A number of different types of MS detectors exist, which vary in terms of cost, selectivity, sensitivity and accuracy. These include ion traps, single quadrupoles, triple quadrupoles, time-of-flight, quadrupole time-of-flight, orbitraps and Fourier transform ion cyclotron resonance. Triple quadrupoles are particularly good for quantification of biomarkers because of their high selectivity and robustness, whereas quadrupole time-of-flights are particularly suited for untargeted metabolomic analysis because of their higher mass accuracy (detect the difference between m/z 300·00 and 300·003) and scan rate. They are also increasingly used for quantification, much like the triple quadrupole instruments( Reference Lind, Savolainen and Ross 39 ).

MS-based metabolomics offers quantitative analyses with the ability to quantify very low concentrations of potential biomarkers( Reference Dettmer, Aronov and Hammock 33 ). Metabolites can be fully quantified through the use of internal standards, ideally using stable isotope labelled standards and spiking them into the sample or semi-quantitatively which is often the case when a range of metabolites are measured. Semi-quantification normalises the metabolite signal intensity to that of an internal standard or another relative metabolite, whereas full quantification or absolute quantification determines the absolute metabolite quantity. Stable isotopes are critical for absolute quantification; however, the availability of commercial isotope labelled standards is limited and costs can be prohibitive to large-scale use( Reference Lei, Huhman and Sumner 38 ).

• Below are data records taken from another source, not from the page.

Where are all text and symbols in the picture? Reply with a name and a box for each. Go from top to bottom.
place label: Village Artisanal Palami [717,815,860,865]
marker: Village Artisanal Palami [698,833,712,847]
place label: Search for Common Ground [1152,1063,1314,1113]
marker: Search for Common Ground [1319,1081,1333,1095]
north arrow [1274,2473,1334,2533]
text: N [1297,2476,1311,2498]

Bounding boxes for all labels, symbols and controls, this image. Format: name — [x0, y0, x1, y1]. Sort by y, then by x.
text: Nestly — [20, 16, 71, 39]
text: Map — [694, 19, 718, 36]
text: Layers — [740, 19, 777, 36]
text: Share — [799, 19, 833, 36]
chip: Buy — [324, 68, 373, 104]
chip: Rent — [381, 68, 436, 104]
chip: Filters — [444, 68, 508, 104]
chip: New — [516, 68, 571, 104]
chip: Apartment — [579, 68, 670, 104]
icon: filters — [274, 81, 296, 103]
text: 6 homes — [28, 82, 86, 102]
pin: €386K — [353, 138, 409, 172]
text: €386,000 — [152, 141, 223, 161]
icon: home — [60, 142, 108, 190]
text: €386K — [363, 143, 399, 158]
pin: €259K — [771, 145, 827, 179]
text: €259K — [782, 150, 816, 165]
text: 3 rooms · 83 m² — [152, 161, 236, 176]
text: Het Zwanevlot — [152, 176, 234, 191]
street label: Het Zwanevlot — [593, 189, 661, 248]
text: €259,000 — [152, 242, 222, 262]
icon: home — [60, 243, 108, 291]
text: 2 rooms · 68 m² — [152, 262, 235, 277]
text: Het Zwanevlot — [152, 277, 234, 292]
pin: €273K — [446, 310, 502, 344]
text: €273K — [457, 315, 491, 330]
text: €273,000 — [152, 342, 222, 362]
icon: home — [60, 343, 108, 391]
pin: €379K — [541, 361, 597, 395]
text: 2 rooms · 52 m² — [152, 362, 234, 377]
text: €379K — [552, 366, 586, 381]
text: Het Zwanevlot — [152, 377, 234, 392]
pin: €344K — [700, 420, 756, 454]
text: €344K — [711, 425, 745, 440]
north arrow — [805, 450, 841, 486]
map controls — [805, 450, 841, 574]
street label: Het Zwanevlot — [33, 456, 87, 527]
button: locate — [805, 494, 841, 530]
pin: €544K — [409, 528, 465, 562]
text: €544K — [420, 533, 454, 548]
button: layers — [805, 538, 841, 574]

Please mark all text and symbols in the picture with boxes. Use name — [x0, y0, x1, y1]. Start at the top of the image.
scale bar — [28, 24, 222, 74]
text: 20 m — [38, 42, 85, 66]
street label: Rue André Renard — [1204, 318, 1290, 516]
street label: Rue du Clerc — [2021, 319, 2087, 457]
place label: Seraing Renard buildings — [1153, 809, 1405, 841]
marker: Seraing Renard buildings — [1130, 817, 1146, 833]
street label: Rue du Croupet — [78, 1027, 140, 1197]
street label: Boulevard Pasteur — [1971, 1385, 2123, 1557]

A drawback of these conventional separation methods is the low sample throughput, so a number of complementary approaches are emerging in order to reduce analysis time( Reference Gonzalez-Dominguez, Garcia-Barrera and Gomez-Ariza 40 ). One such approach is direct infusion MS, which allows the direct introduction of a sample into the spectrophotometer, bypassing the conventional chromatographic separation step. Advantages include rapid analysis, reproducibility and consequently high-throughput screening ability( Reference Draper, Lloyd and Goodacre 41 ); however, it does suffer from metabolite interferences, particularly in complex matrices such as serum( Reference Gonzalez-Dominguez, Garcia-Barrera and Gomez-Ariza 40 ).

Overall, one of the main advantages of these MS techniques is the associated high sensitivity, allowing the detection of metabolites that are below the detection limit of 1H NMR spectroscopy. Exciting developments in automation and quantitation for NMR and MS-based metabolomics have been recently described( Reference Wishart 42 , Reference Gowda and Djukovic 43 ). Shifts towards commercial kits, automation and better standardisation will ultimately reduce costs, increase throughput, allow greater reproducibility and substantially reduce sample-handling errors( Reference Wishart 42 ).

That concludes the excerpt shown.